● Problem requirements
The copy must run from the first line of the entries below through the line containing "color; c.fill(path, 'evenodd');", restated word for word, with pictures left out.

** Opening Input for this task block **

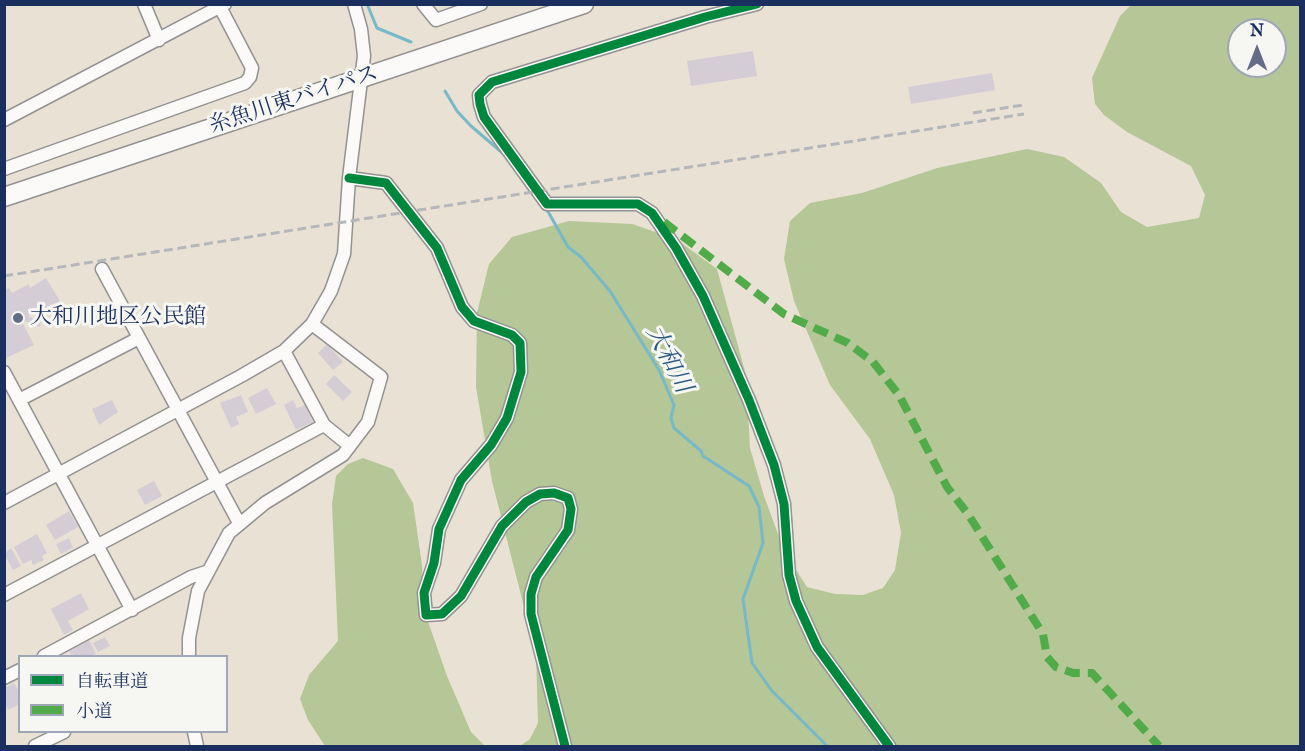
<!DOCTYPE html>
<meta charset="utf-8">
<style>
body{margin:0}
#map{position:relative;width:1305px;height:751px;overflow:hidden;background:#e9e1d3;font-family:"IM FELL English","Noto Serif JP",serif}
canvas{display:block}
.frame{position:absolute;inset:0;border:6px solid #1b2f5e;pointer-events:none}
.legend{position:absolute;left:18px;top:655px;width:210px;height:78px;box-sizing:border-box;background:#f6f6f2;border:2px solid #9ea6b7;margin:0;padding:8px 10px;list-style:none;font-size:18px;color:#1b2f5e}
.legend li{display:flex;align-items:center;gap:12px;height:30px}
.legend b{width:30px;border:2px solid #9ea6b7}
.north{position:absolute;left:1227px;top:18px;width:60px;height:60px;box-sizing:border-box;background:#f6f6f2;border:2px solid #9ea6b7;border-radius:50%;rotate:0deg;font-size:16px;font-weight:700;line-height:24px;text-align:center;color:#1b2f5e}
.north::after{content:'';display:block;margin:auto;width:21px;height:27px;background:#636d87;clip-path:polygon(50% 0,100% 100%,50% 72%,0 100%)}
</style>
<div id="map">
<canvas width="1305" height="751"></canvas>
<div class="frame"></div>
<ul class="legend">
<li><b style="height:8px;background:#00873e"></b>自転車道</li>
<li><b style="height:8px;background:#52ab49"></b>小道</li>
</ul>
<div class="north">N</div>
</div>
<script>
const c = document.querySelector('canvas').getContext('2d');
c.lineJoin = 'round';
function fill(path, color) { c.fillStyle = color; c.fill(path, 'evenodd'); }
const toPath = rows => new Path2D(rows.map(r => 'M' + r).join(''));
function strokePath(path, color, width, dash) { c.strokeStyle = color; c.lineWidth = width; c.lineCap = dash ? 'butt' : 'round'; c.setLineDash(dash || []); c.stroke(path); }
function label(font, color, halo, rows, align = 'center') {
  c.font = font + ' "IM FELL English","Noto Serif JP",serif'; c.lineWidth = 6; c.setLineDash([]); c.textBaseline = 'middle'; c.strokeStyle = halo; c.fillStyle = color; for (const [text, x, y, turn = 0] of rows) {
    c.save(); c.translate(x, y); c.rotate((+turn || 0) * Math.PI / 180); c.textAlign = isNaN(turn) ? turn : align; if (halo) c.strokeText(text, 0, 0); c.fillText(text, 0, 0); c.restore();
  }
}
fill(toPath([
 [1131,5,1300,5,1300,746,520,746,530,739,538,723,536,654,492,481,476,387,477,313,489,264,512,237,569,221,632,224,676,239,717,269,746,375,750,448,764,496,785,553,807,587,835,594,863,595,883,588,895,570,901,533,894,495,870,439,830,385,794,301,784,259,790,221,810,203,862,193,937,168,1027,149,1064,157,1101,183,1121,212,1147,227,1199,218,1205,195,1191,166,1127,132,1104,115,1095,104,1092,78,1120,16],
 [1239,30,1275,30,1275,66,1239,66],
 [363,458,393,469,413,503,422,565,424,610,447,676,471,732,484,745,489,746,325,746,308,720,300,699,309,675,338,641,332,504,336,476,348,464]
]), '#b5c697');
strokePath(toPath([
 [367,4,377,28,411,42],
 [445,91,457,111,471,126,506,156],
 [546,208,568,247,581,257,610,291,659,370,674,405,671,418,674,428,701,451,703,456,749,486,759,507,763,543,743,599,752,663,772,691,827,746]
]), '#76b9c8', 3);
fill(toPath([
 [753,51,757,76,691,86,687,61],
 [992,73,995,90,911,104,908,87],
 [46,278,60,301,28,316,41,322,40,327,21,320,34,345,4,359,4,290,9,288,12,293,29,284,30,288],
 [327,344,343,362,333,370,318,353],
 [334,375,352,392,343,401,326,384],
 [267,388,276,404,256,414,248,398],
 [241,395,248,412,236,417,239,424,231,428,220,403],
 [112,400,118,412,99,425,92,409],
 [293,400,297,408,305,405,313,422,296,430,284,405],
 [154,481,162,496,145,505,137,490],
 [69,511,78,527,55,540,46,525],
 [37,534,47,553,42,556,44,560,33,565,31,560,23,564,14,547],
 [69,538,73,548,61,554,56,544],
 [11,548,21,566,13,570,4,554],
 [81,593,89,609,68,621,73,630,64,635,51,609],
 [105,637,110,646,98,652,93,643],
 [89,640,96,654,91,656,72,656,69,651],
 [14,683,20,693,20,704,8,710,4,703,4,688]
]), '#d5cdd6');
const minor = toPath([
 [144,4,159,40],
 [423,4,436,20,481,4],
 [757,4,705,17,492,82,479,95,480,104,484,117,547,204,638,204,652,213,676,248,703,296,749,400,774,465,784,504,789,575,796,601,817,647,889,746],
 [4,120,225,4],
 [4,169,245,83,250,77,252,68,220,7],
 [349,178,386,183,437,248,462,307,474,321,512,335,520,343,521,372,507,418,491,445,461,480,439,529,434,563,424,593,426,615,442,614,461,596,502,526,526,502,540,494,554,493,568,498,571,509,568,530,536,577,531,594,531,614,565,746],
 [102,269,239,523],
 [284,351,324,425,350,446],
 [4,372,132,610],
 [19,400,139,338],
 [4,503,241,376,284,351,312,324,331,291,344,254,349,178,364,56,361,29,354,4],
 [4,595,324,425],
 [44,656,191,577,206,572],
 [189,656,189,638,198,591,229,533,265,503,343,455,368,422,381,377,312,324],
 [4,678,20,670],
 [194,732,197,746],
 [35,746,64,732]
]);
const highway = toPath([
 [4,197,584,4]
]);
strokePath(minor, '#939292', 15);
strokePath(highway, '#939292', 21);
strokePath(minor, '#fcfaf8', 12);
strokePath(highway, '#fcfaf8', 18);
strokePath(toPath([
 [973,113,1023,105],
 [4,276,1024,114]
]), '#b6b7ba', 3, [9, 4.5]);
strokePath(toPath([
 [664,222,784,314,848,343,873,362,899,395,947,487,968,514,1043,634,1047,657,1056,667,1073,673,1092,673,1159,746]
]), '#52ab49', 8, [15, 8]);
strokePath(toPath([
 [757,4,705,17,492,82,479,95,480,104,484,117,547,204,638,204,652,213,676,248,703,296,749,400,774,465,784,504,789,575,796,601,817,647,889,746],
 [349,178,386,183,437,248,462,307,474,321,512,335,520,343,521,372,507,418,491,445,461,480,439,529,434,563,424,593,426,615,442,614,461,596,502,526,526,502,540,494,554,493,568,498,571,509,568,530,536,577,531,594,531,614,565,746]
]), '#00873e', 9);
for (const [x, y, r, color] of [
 [18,318,6,"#636d87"]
]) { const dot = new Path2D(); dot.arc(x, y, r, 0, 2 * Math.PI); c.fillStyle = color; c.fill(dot); strokePath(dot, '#f6f6f2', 2); }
label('22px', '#1b2f5e', '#f6f6f2', [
 ["糸魚川東バイパス",294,101,-18]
]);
label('22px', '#1b2f5e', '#f6f6f2', [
 ["大和川地区公民館",30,318]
], 'left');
label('italic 24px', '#2a5982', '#f6f6f2', [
 ["大和川",667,360,63]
]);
</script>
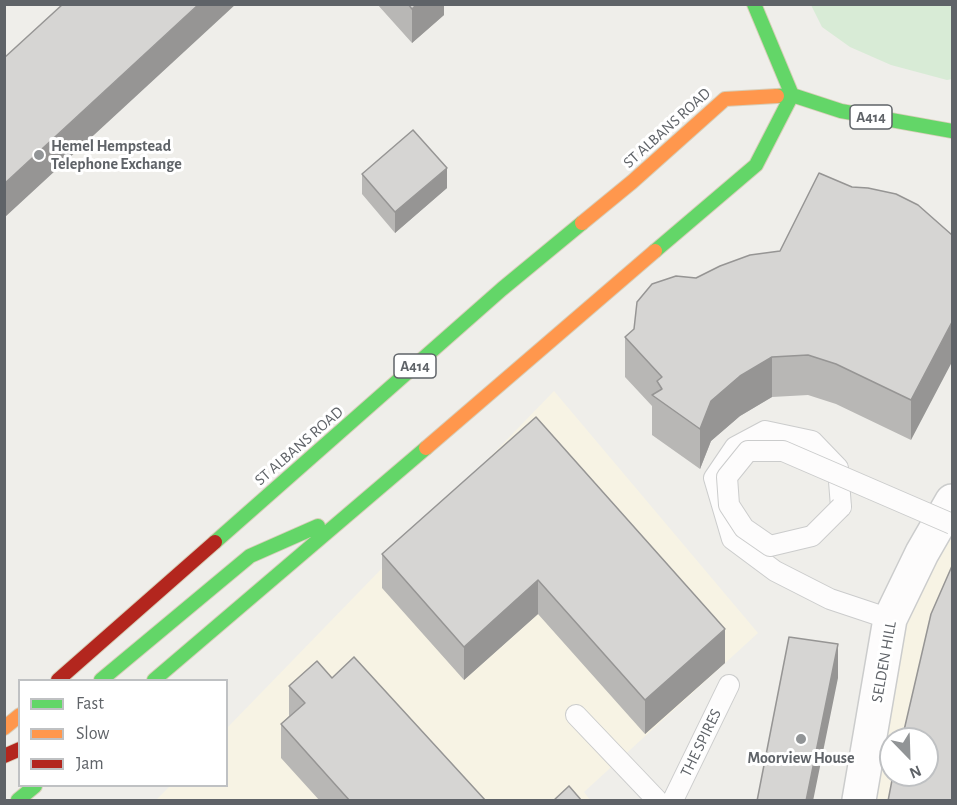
<!DOCTYPE html>
<style>
body{margin:0}
#map{position:relative;width:957px;height:805px;overflow:hidden;background:#efeeea;font-family:"Alegreya Sans",sans-serif}
canvas{display:block}
.frame{position:absolute;inset:0;border:6px solid #5f6368;pointer-events:none}
.legend{position:absolute;left:18px;top:679px;width:210px;height:108px;box-sizing:border-box;background:#fff;border:2px solid #bfc1c3;margin:0;padding:8px 10px;list-style:none;font-size:18px;color:#5f6368}
.legend li{display:flex;align-items:center;gap:12px;height:30px}
.legend b{width:30px;border:2px solid #bfc1c3}
.north{position:absolute;left:879px;top:727px;width:60px;height:60px;box-sizing:border-box;background:#fff;border:2px solid #bfc1c3;border-radius:50%;rotate:157deg;font-size:16px;font-weight:700;line-height:24px;text-align:center;color:#5f6368}
.north::after{content:'';display:block;margin:auto;width:21px;height:27px;background:#919496;clip-path:polygon(50% 0,100% 100%,50% 72%,0 100%)}
</style>
<div id="map">
<canvas width="957" height="805"></canvas>
<div class="frame"></div>
<ul class="legend">
<li><b style="height:8px;background:#63d668"></b>Fast</li>
<li><b style="height:8px;background:#ff974d"></b>Slow</li>
<li><b style="height:8px;background:#b3261e"></b>Jam</li>
</ul>
<div class="north">N</div>
</div>
<script>
const c = document.querySelector('canvas').getContext('2d');
c.lineJoin = 'round';
function fill(path, color) {
  c.fillStyle = color;
  c.fill(path, 'evenodd');
}
function toPath(rows) {
  const path = new Path2D();
  for (const r of rows) {
    path.moveTo(r[0], r[1]);
    for (let i = 2; i < r.length; i += 2) path.lineTo(r[i], r[i + 1]);
  }
  return path;
}
function trace(path, color, width, dash) {
  c.strokeStyle = color;
  c.lineWidth = width;
  c.lineCap = dash ? 'butt' : 'round';
  c.setLineDash(dash || []);
  c.stroke(path);
}
function write(font, color, halo, rows, align = 'center') {
  c.font = font + ' "Alegreya Sans",sans-serif';
  c.lineWidth = 6;
  c.setLineDash([]);
  c.textBaseline = 'middle';
  c.strokeStyle = halo;
  c.fillStyle = color;
  for (const [text, x, y, turn = 0] of rows) {
    c.save();
    c.translate(x, y);
    c.rotate((+turn || 0) * Math.PI / 180);
    c.textAlign = isNaN(turn) ? turn : align;
    if (halo) c.strokeText(text, 0, 0);
    c.fillText(text, 0, 0);
    c.restore();
  }
}
fill(toPath([
 [554,391,758,633,584,792,590,800,156,800,170,786,226,786,227,728],
 [952,508,952,800,859,800,890,619],
 [891,739,927,739,927,775,891,775]
]), '#f7f3e4');
fill(toPath([
 [811,5,952,5,952,79,947,80,891,65,850,47,822,27]
]), '#d8ebd6');
const lane = toPath([
 [841,507,838,468,812,441,765,431,735,447,714,478,732,539,775,571,830,599,890,619],
 [576,715,657,800],
 [673,800,729,685]
]);
const street = toPath([
 [859,800,890,619,922,553,952,501]
]);
const fast = toPath([
 [754,4,792,95],
 [777,96,792,95,841,111,952,131],
 [655,251,756,165,792,95],
 [215,542,502,289,582,223],
 [101,680,250,556,318,526],
 [154,680,426,448],
 [18,800,35,786]
]);
const slow = toPath([
 [582,223,632,182,725,99,777,96],
 [426,448,655,251],
 [4,728,20,715]
]);
const jam = toPath([
 [58,680,215,542],
 [4,756,20,749]
]);
trace(lane, '#cbcccc', 22);
trace(street, '#cbcccc', 36);
trace(fast, '#d7ceb8', 16);
trace(slow, '#d7ceb8', 16);
trace(jam, '#d7ceb8', 16);
trace(lane, '#fdfcfc', 20);
trace(street, '#fdfcfc', 33);
trace(fast, '#63d668', 14);
trace(slow, '#ff974d', 14);
trace(jam, '#b3261e', 14);
const laneBridge = toPath([
 [841,507,812,536,770,546,744,528,729,505,727,477,748,451,783,451,952,524]
]);
trace(laneBridge, '#cbcccc', 22, []);
trace(laneBridge, '#fdfcfc', 20);
fill(toPath([
 [377,4,444,4,444,15,412,43],
 [362,174,447,188,395,233,362,194],
 [852,187,918,205,911,440,836,404,808,395,772,397,740,416,711,441,700,469,652,435,652,406,625,377,625,337,696,278,780,251],
 [536,417,725,663,645,734,538,614,464,680,382,588,382,554],
 [332,678,486,801,320,801,281,758,281,724,289,716,289,686]
]), '#b8b7b5');
fill(toPath([
 [199,4,236,4,4,218,4,184],
 [417,4,444,4,444,15,412,43,412,9],
 [447,168,447,188,395,233,395,212],
 [952,322,952,362,911,440,911,400],
 [772,357,772,397,740,416,711,441,700,469,700,429,711,401,740,376],
 [538,580,538,614,464,680,464,647],
 [725,629,725,663,645,734,645,700],
 [838,644,838,678,813,801,806,801]
]), '#969594');
const building = toPath([
 [63,4,199,4,4,184,4,58,63,4],
 [408,4,417,4,412,9,408,4],
 [413,130,447,168,395,212,362,174,413,130],
 [819,173,852,187,868,188,896,194,918,205,952,235,952,322,911,400,836,364,808,355,772,357,740,376,711,401,700,429,652,395,662,389,657,381,662,377,625,337,634,329,637,302,652,284,676,276,696,278,720,266,750,255,780,251,819,173],
 [536,417,725,629,645,700,538,580,464,647,382,554,536,417],
 [952,566,952,801,888,801,893,775,927,775,927,739,902,739,931,614,952,566],
 [789,637,838,644,806,801,757,801,789,637],
 [354,657,486,801,350,801,281,724,305,703,289,686,317,661,332,678,354,657],
 [569,786,582,801,553,801,569,786]
]);
fill(building, '#d6d5d3');
trace(building, '#969594', 1.5);
for (const [x, y, r, color] of [
 [39,155,6,"#919496"],
 [801,739,6,"#919496"]
]) {
  const dot = new Path2D();
  dot.arc(x, y, r, 0, 2 * Math.PI);
  c.fillStyle = color;
  c.fill(dot);
  trace(dot, '#fff', 2);
}
for (const [x, y, w] of [
 [871,117,42],
 [415,366,42]
]) {
  const box = new Path2D();
  box.roundRect(x - w / 2, y - 12, w, 24, 4.5);
  c.fillStyle = '#fff';
  c.fill(box);
  trace(box, '#5f6368', 1.5);
}
write('bold 15px', '#5f6368', null, [
 ["A414",871,117],
 ["A414",415,366]
]);
write('16px', '#5f6368', '#fff', [
 ["ST ALBANS ROAD",667,128,-42],
 ["ST ALBANS ROAD",299,446,-41],
 ["SELDEN HILL",884,662,-80],
 ["THE SPIRES",701,743,-64]
]);
write('bold 16px', '#5f6368', '#fff', [
 ["Hemel Hempstead",51,146],
 ["Telephone Exchange",51,164],
 ["Moorview House",801,758,"center"]
], 'left');
</script>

** Closing Input for this task block **

● Output for this exercise
<!DOCTYPE html>
<meta charset="utf-8">
<style>
body{margin:0}
#map{position:relative;width:1305px;height:751px;overflow:hidden;background:#e9e1d3;font-family:"IM FELL English","Noto Serif JP",serif}
canvas{display:block}
.frame{position:absolute;inset:0;border:6px solid #1b2f5e;pointer-events:none}
.legend{position:absolute;left:18px;top:655px;width:210px;height:78px;box-sizing:border-box;background:#f6f6f2;border:2px solid #9ea6b7;margin:0;padding:8px 10px;list-style:none;font-size:18px;color:#1b2f5e}
.legend li{display:flex;align-items:center;gap:12px;height:30px}
.legend b{width:30px;border:2px solid #9ea6b7}
.north{position:absolute;left:1227px;top:18px;width:60px;height:60px;box-sizing:border-box;background:#f6f6f2;border:2px solid #9ea6b7;border-radius:50%;rotate:0deg;font-size:16px;font-weight:700;line-height:24px;text-align:center;color:#1b2f5e}
.north::after{content:'';display:block;margin:auto;width:21px;height:27px;background:#636d87;clip-path:polygon(50% 0,100% 100%,50% 72%,0 100%)}
</style>
<div id="map">
<canvas width="1305" height="751"></canvas>
<div class="frame"></div>
<ul class="legend">
<li><b style="height:8px;background:#00873e"></b>自転車道</li>
<li><b style="height:8px;background:#52ab49"></b>小道</li>
</ul>
<div class="north">N</div>
</div>
<script>
const c = document.querySelector('canvas').getContext('2d');
c.lineJoin = 'round';
function fill(path, color) { c.fillStyle = color; c.fill(path, 'evenodd'); }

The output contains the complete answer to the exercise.